[Saved data entries]

※

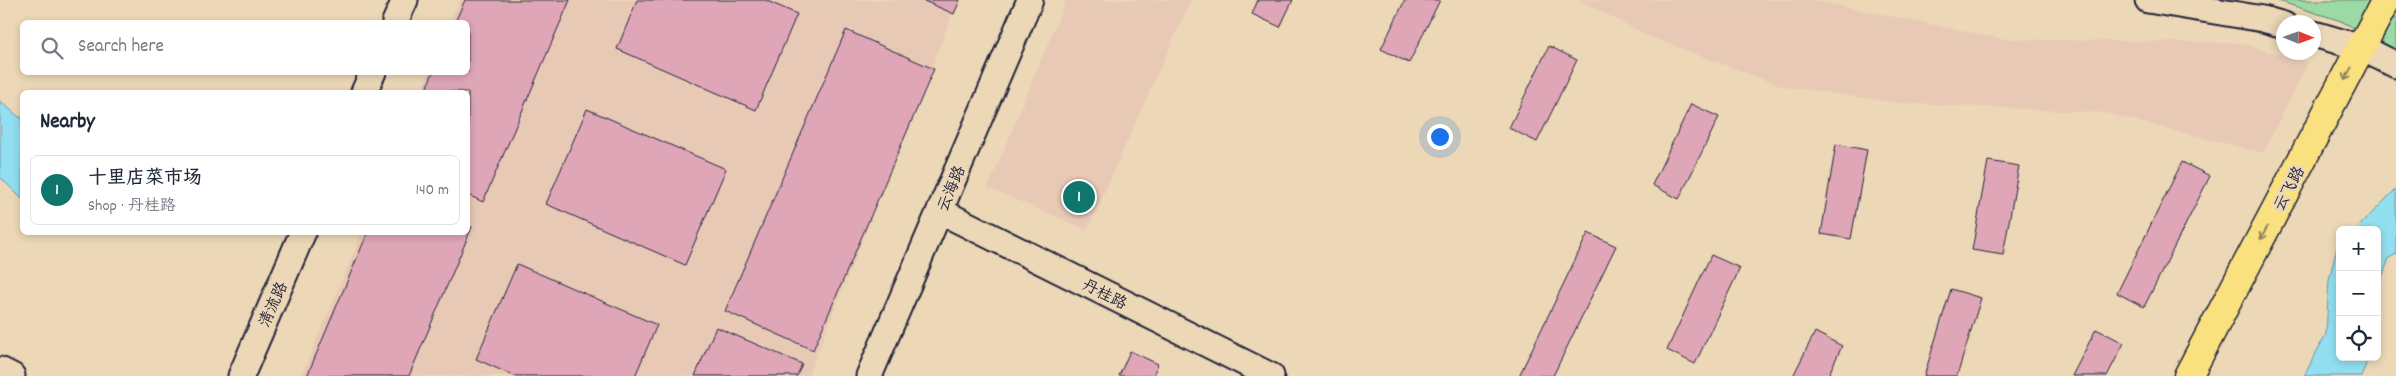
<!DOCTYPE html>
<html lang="en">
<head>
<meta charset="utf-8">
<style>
	:root { --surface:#fff; --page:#f6f6f7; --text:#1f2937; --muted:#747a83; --line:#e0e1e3; --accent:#0f766e }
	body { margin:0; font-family:Dekko,"LXGW WenKai TC",sans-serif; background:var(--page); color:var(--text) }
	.controls { position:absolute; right:15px; bottom:15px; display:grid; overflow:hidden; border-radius:8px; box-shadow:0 2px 8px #0003 }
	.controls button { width:45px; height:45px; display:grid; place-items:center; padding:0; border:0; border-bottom:1px solid var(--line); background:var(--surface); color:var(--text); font:25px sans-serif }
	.compass { position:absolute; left:2276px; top:15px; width:45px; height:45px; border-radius:50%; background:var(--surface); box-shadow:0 2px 8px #0003; rotate:91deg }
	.you { position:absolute; left:1439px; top:136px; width:18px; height:18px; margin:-12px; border:4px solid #fff; border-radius:50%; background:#1a73e8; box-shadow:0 0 0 8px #1a73e833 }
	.badge { display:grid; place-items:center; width:32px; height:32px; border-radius:50%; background:var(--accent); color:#fff; font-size:16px; font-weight:700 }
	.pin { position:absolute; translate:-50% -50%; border:2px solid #fff; box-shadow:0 1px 5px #0006 }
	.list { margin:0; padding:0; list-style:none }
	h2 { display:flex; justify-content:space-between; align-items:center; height:65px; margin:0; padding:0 20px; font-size:21px }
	h2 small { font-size:16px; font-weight:400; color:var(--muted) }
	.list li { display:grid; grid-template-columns:32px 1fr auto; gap:15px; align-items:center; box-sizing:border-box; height:70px; margin:0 10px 10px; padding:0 10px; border:1px solid var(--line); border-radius:8px }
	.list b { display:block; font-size:19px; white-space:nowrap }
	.list p { margin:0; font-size:16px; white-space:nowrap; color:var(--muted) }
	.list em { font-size:16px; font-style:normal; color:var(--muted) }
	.icon { flex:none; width:28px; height:28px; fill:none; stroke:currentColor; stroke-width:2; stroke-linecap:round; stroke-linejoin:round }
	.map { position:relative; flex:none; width:2396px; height:376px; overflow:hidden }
	.search { position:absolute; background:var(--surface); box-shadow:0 2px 8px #0003; left:20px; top:20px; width:450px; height:55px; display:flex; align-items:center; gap:12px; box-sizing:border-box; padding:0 18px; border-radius:8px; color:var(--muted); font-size:19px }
	.panel { position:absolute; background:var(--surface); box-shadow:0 2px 8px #0003; left:20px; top:90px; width:450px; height:145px; border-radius:8px }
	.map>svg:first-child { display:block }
</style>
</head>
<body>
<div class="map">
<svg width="2396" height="376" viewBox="0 0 2396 376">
	<rect width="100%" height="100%" fill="#ecd8b6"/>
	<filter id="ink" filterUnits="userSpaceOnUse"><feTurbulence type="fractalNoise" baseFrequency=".02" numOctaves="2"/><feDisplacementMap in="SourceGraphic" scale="10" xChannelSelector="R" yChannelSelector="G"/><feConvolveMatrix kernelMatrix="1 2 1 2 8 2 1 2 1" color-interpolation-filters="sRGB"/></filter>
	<g filter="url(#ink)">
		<g fill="#e8c9b6">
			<polygon points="460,0 958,0 808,376 301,376 362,233 468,232 468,92 421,92 429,73 468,72 468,22 450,22"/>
			<polygon points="1066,0 1191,0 1087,230 988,188"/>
			<polygon points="1579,0 1812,0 2003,39 2240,43 2308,63 2263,153 2105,113 1899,103 1781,86 1648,36"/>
		</g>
		<polygon fill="#9bdaa3" stroke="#5e7e6f" points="2275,0 2396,0 2396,50 2341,21"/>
		<g fill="#91dff0" stroke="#6593a8">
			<polygon points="0,101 19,117 22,117 22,199 0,177"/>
			<polygon points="2396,189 2396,254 2389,258 2377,291 2377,230 2355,230"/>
			<polygon points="2340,245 2340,357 2369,357 2361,376 2304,376 2326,334 2329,280 2337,247"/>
		</g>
		<g fill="#dfa6b7" stroke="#22223b">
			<polygon points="465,0 570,0 483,202 468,195 468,92 425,92 433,72 468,72 468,22 455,22"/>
			<polygon points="637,0 765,0 797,14 756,110 617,49"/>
			<polygon points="922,0 960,0 954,14"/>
			<polygon points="1258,0 1293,0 1280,27 1252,14"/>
			<polygon points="1405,0 1440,0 1409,63 1381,49"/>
			<polygon points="846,30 934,69 813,350 725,311"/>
			<polygon points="1549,46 1577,60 1537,142 1509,128"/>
			<polygon points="1691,104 1719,117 1679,199 1652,185"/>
			<polygon points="587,109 726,169 685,265 546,204"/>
			<polygon points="1836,144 1867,150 1851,239 1821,234"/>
			<polygon points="1988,161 2019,166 2003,255 1972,250"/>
			<polygon points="2182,162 2210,176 2144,307 2117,293"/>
			<polygon points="468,225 472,227 409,376 307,376 368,232 468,232"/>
			<polygon points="1588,233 1616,246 1553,376 1519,376"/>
			<polygon points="1711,255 1740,268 1695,364 1667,350"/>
			<polygon points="517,264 657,325 635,376 514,376 476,359"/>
			<polygon points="1951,289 1981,298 1957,376 1924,376"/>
			<polygon points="716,327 802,364 797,376 695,376"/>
			<polygon points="2096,329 2124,343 2107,376 2072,376"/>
			<polygon points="1815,332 1842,346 1828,376 1793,376"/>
			<polygon points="1130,351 1158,364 1153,376 1119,376"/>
		</g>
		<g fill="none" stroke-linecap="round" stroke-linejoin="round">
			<defs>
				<g id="minor">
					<polyline points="2148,0 2263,19 2284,25"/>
					<polyline points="395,22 405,0"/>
					<polyline points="2314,34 2362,48 2396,65"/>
					<polyline points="364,92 373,72"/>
					<polyline points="940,211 1271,376"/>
					<polyline points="0,370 12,376"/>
					<polyline points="241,376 303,232"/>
					<polyline points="869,376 1030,0"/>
				</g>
				<polyline id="major" points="2188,376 2386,0"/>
			</defs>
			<use href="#minor" stroke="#22223b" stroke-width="29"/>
			<use href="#major" stroke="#22223b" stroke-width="31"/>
			<use href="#minor" stroke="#ecd8b6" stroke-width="25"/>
			<use href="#major" stroke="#fae180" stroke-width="28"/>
		</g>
		<defs><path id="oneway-shaft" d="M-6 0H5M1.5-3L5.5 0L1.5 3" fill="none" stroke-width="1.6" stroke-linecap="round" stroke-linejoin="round" transform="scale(1.25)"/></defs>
		<g stroke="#8e825e">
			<use href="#oneway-shaft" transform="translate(2348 74) rotate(118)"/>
			<use href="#oneway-shaft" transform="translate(2264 233) rotate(118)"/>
		</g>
	</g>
	<g text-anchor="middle" stroke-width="5" stroke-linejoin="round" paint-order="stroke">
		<g font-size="16" fill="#22223b" stroke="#ecd8b6">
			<text transform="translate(950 188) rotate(-67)" y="6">云海路</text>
			<text transform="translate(2288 188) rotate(-62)" y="6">云飞路</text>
			<text transform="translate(1105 293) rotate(27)" y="6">丹桂路</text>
			<text transform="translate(272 304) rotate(-66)" y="6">清流路</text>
		</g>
	</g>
</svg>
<div class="controls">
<button>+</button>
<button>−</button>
<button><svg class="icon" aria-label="locate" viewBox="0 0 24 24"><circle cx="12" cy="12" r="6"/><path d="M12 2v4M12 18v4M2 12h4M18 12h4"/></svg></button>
</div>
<svg class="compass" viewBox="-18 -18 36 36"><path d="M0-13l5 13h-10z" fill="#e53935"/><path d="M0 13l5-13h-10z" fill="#747a83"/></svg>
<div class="you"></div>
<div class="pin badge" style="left:1079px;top:197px">1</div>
<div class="search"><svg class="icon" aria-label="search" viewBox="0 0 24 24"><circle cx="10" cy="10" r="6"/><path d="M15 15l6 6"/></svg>Search here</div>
<section class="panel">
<h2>Nearby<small></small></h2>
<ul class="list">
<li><span class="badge">1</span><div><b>十里店菜市场</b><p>Shop · 丹桂路</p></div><em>140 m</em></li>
</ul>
</section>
</div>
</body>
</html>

※

*Brief*. If a line of the data contains "bottom", copy it out.

*Answer to this exercise*.
	.controls { position:absolute; right:15px; bottom:15px; display:grid; overflow:hidden; border-radius:8px; box-shadow:0 2px 8px #0003 }
	.controls button { width:45px; height:45px; display:grid; place-items:center; padding:0; border:0; border-bottom:1px solid var(--line); background:var(--surface); color:var(--text); font:25px sans-serif }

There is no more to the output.